Well, it was good to be back again, Toby thought as, spurning carriages and valiantly lugging their bags, they set off along the road to school. Oxford Hall, imposing and a bit grim by reason of its gray granite walls, met their sight first as they left the tiny village and started up the hill. At the top of the tall pole in front the flag was snapping in the brisk breeze. Merle Hall, the home of the Preparatory Class boys, peered around the corner of Oxford, almost frivolous by comparison with its red brick and limestone trimming. A moment later, following the road to the right at the beginning of its wide swing around the base of the Prospect, as the plateau was called, other buildings came into sight: Whitson, like Oxford, of granite; Clarke, a replica of Merle; and, just showing between the other buildings, Dudley Hall, the exclusive residence of the graduating class. The buildings at Yardley follow the curve of the Prospect, forming a somewhat stunted letter J, with the Kingdon Gymnasium, out of sight from the road, doing duty as the tip of the curve and Dudley set in back like a misplaced dot. From the gymnasium the ground slopes gently back to the river, and there is the playing field and the boat house and landing and, further beyond, a fair nine-hole golf course. Across the river from the field lies a wide expanse of salt meadow known as Meeker’s Marsh. A little way upstream is Flat Island and a little further downstream is Loon Island. And not far from Loon Island is the footbridge that connects Wissining with Greenburg and the railway bridge across which trains dash or trundle at almost every hour of the day or night. From the bridges the little river runs fairly straight to the Sound, a mile or so away.

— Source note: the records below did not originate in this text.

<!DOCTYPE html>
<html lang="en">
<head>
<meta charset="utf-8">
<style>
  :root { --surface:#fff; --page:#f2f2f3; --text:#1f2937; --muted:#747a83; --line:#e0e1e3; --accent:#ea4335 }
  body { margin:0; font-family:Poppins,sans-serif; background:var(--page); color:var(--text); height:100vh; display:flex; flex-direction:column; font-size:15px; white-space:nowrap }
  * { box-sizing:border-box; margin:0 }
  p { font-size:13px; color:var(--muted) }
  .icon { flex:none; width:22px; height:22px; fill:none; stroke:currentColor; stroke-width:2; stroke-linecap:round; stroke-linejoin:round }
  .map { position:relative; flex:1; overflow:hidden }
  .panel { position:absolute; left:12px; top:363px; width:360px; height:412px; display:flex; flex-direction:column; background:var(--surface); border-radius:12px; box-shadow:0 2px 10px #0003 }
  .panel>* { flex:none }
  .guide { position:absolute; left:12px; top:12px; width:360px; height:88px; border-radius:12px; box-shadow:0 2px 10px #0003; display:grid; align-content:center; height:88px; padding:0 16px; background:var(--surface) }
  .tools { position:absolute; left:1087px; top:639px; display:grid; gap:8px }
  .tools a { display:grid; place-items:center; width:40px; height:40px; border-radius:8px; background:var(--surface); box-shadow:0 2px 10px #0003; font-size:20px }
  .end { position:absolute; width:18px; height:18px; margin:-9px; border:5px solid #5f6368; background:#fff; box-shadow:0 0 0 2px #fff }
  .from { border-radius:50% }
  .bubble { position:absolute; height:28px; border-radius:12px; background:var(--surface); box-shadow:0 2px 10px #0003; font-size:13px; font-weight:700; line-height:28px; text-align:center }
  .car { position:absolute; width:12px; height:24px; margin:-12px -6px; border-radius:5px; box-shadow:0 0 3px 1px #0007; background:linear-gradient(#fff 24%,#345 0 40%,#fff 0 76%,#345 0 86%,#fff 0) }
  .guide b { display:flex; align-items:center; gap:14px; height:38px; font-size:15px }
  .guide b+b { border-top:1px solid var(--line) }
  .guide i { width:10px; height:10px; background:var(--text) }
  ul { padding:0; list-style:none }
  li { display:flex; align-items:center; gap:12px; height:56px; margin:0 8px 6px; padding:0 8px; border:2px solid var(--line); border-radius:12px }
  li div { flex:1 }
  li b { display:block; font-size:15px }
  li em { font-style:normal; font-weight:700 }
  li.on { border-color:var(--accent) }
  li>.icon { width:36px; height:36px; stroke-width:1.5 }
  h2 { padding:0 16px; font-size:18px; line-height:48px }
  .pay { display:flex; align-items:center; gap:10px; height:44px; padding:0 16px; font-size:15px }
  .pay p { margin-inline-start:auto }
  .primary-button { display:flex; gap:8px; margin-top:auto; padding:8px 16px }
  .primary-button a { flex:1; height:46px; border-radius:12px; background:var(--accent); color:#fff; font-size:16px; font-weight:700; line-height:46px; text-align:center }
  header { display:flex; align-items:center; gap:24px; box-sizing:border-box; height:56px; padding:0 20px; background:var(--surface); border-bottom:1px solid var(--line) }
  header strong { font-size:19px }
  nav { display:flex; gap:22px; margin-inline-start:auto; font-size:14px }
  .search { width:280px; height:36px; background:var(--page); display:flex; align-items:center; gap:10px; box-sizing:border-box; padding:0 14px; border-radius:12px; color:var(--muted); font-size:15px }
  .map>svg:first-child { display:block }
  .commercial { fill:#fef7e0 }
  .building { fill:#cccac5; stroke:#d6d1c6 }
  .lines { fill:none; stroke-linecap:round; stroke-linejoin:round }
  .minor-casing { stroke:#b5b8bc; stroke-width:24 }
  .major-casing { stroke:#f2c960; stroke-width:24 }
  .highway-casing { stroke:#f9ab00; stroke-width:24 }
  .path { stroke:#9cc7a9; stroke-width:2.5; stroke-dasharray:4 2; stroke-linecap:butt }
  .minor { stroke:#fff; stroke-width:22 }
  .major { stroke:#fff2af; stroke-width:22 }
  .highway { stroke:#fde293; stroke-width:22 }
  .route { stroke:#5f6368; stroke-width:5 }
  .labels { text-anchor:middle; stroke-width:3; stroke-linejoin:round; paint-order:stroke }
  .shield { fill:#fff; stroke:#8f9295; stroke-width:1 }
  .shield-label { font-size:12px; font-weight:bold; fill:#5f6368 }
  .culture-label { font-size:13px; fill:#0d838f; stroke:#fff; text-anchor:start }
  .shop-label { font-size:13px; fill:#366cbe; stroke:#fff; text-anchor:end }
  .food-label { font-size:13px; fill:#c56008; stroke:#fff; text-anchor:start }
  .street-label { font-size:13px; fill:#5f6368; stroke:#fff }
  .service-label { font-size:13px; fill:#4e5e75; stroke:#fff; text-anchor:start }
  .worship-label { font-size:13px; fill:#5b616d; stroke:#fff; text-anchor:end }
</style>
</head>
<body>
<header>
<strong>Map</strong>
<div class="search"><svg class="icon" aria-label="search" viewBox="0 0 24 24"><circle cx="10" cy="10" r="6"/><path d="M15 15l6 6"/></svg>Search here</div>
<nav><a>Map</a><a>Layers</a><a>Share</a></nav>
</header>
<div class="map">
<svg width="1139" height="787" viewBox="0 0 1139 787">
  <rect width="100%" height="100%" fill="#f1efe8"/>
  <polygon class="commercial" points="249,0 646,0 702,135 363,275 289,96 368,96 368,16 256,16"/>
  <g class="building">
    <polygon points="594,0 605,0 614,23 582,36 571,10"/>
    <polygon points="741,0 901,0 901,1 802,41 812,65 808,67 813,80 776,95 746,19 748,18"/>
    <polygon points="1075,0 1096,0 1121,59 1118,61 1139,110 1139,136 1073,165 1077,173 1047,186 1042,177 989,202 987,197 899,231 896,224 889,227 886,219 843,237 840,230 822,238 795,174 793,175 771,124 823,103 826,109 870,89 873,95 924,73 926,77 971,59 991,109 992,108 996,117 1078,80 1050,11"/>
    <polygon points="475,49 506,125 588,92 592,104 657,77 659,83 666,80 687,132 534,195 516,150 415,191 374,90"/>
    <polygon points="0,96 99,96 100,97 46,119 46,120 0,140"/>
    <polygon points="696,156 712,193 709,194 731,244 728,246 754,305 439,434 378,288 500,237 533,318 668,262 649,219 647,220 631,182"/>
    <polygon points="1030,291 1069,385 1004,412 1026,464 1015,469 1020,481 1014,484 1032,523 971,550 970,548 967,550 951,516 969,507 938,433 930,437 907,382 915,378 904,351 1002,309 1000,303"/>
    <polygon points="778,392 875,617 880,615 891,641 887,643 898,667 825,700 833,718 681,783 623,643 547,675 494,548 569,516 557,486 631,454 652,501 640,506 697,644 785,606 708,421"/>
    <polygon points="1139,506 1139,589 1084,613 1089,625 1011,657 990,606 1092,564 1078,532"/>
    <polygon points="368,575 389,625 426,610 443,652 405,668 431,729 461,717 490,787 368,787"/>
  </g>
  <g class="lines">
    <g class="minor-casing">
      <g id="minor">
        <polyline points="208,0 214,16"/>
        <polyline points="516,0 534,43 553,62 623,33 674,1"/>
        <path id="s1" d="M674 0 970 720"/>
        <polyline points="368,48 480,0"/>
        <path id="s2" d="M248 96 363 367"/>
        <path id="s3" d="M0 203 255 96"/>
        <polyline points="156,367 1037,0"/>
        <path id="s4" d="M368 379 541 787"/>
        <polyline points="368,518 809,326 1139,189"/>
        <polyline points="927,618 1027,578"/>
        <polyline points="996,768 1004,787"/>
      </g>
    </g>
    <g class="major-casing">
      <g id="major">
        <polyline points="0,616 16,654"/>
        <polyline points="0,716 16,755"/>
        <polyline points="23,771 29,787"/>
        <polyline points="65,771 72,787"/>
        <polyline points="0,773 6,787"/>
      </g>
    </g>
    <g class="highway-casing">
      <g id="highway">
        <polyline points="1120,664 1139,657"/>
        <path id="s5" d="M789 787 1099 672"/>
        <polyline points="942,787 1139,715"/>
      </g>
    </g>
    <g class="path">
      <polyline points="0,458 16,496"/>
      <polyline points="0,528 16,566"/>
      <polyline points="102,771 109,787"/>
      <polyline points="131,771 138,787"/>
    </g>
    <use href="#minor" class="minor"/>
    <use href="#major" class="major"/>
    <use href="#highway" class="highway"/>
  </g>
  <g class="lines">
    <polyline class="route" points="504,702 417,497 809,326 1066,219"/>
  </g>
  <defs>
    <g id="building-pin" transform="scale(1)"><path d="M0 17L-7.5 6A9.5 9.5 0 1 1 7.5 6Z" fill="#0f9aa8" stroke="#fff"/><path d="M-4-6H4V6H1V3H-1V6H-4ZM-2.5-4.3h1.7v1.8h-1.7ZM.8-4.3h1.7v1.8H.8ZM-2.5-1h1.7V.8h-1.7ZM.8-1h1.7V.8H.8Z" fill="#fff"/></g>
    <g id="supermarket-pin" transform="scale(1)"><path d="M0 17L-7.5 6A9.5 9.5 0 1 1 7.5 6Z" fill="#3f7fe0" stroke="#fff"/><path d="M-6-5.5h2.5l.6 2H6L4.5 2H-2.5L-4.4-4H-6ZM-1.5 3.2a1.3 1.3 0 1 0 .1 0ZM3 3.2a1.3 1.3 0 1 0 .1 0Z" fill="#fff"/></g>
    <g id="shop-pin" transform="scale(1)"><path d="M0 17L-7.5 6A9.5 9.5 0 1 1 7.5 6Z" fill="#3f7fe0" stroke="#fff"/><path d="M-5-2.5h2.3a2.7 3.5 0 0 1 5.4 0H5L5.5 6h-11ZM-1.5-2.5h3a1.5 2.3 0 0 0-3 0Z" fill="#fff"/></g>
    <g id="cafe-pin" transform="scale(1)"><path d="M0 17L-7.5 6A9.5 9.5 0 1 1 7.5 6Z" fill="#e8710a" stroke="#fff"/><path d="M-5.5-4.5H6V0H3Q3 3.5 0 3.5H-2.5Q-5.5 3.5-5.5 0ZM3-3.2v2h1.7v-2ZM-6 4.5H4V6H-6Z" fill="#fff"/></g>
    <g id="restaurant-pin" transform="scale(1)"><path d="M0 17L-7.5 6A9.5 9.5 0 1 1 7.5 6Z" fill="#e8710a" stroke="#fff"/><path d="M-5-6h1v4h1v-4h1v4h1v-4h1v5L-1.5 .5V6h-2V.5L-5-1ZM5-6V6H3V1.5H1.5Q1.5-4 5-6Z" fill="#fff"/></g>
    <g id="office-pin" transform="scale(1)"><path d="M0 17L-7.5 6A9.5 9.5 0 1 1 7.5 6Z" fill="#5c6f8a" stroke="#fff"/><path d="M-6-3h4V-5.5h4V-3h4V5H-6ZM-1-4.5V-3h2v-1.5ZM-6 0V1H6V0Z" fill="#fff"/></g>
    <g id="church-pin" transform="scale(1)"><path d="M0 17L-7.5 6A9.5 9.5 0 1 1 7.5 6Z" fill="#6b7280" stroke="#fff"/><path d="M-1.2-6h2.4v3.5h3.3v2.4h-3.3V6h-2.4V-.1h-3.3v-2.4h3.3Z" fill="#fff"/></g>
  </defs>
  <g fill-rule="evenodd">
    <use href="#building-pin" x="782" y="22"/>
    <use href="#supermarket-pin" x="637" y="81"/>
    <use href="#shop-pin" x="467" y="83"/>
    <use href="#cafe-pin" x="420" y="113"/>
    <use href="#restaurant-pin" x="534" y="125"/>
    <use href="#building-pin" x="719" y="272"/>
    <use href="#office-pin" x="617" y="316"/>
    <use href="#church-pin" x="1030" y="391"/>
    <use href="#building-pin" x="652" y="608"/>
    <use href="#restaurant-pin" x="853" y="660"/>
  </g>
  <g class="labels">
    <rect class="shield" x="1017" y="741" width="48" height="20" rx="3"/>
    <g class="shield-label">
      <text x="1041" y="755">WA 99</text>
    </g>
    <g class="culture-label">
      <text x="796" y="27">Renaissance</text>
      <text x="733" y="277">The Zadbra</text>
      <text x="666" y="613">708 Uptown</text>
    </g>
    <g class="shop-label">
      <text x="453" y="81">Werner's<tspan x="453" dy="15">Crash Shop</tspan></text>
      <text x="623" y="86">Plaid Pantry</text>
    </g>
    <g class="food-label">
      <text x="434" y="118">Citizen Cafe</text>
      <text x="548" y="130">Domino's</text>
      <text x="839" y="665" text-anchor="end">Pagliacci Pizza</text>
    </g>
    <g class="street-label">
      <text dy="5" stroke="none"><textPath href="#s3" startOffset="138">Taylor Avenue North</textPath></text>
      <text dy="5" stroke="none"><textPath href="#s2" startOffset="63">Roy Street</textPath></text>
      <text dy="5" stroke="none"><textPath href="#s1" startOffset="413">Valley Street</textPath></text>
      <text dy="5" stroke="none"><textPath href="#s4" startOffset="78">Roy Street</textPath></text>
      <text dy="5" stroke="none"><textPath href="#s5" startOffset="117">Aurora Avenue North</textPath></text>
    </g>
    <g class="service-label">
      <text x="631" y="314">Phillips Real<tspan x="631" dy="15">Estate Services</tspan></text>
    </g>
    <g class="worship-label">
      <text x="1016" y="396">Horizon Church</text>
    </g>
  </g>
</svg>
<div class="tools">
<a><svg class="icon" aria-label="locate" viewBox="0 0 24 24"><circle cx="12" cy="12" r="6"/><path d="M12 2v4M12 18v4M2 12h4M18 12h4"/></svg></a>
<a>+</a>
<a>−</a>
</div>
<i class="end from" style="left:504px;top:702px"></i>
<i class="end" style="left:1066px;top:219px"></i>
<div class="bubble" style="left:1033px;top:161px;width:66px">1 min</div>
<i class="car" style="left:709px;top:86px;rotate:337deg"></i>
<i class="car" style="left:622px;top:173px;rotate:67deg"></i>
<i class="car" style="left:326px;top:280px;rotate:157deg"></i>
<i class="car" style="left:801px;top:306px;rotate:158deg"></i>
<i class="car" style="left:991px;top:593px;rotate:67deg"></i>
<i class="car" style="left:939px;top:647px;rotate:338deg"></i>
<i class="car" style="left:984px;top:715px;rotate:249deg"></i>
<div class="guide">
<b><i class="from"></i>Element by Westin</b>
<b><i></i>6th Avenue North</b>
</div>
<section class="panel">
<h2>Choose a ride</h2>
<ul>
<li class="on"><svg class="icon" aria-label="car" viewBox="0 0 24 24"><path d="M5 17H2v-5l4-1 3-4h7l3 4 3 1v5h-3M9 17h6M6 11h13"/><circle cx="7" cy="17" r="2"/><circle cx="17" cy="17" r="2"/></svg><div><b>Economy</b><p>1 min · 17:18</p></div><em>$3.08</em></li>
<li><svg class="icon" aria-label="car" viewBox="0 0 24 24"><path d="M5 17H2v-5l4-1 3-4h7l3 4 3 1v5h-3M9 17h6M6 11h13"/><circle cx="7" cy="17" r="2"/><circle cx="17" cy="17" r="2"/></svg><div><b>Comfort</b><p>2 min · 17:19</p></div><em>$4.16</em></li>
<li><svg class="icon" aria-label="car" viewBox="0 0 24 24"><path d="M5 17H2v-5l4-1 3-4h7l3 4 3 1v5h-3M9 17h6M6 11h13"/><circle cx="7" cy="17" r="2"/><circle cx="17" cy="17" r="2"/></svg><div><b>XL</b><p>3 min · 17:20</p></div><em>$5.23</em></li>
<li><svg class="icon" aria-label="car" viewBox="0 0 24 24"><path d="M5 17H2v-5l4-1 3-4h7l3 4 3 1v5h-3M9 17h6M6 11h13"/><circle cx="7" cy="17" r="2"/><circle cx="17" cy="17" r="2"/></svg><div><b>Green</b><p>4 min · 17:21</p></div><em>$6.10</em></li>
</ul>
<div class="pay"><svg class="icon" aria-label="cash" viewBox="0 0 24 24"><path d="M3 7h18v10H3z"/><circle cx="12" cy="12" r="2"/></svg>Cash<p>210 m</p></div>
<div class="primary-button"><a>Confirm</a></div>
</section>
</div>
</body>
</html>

But we have got far from the two boys who, bags swinging—and beginning to feel extremely heavy by now—are breasting the last slope of the well-kept roadway. The old gray granite front of Whitson greets them and Arnold, followed by Toby, seeks the portal and climbs the worn stairs to the second floor. There, while Arnold unpacks his bag, Toby lodges himself on the window-seat and, hugging his knees, talks and gazes off over the tops of the trees to the sparkling waters of the Sound and feels for the moment very glad to be back there and very determined to study hard all through this new term. And presently Homer Wilkins bangs the door open and comes in dragging a big kit-bag and conversation becomes ejaculatory and somewhat noisy, and questions and answers tumble over each other. Wilkins, who shares Number 12 with Arnold, is a big, jolly looking chap of seventeen, a third class boy who should be in the second but who never has time enough to do the necessary amount of studying. Another train reaches the station and another influx of returning students comes up the hill, and Arnold and Toby and Homer squeeze their bodies half out the window and hail them. And soon after Toby takes up his bag again and climbs the last flight and finds himself once more in his little room under the slates, with the frayed armchair and the wardrobe whose doors won’t stay shut unless wedged and the old worn-out rug and—yes, a distinct odor of benzine!


CHAPTER VI
FRIENDS FALL OUT

That afternoon at three o’clock Toby accompanied Arnold to the gymnasium where the hockey candidates were assembled in the baseball cage. The arrival of cold weather had added to the enthusiasm and many new recruits were on hand. Arnold haled Toby to Captain Crowell, saluted gravely and announced: “Sir, I have the honor to announce that in pursuance of your orders I have taken into custody and hereby deliver to you the body of one T. Tucker. Please sign the receipt!”

“Hello, Arn, you crazy chump,” responded Crowell. “Much obliged, just the same. Glad to have seen you, Tucker. Hope you’ll like us and our merry pastime. Just wait around a few minutes and we’ll get things started. Say, Arn, you’re getting a good many fellows out, it seems. There’s Jim Rose. I want to see him a minute.”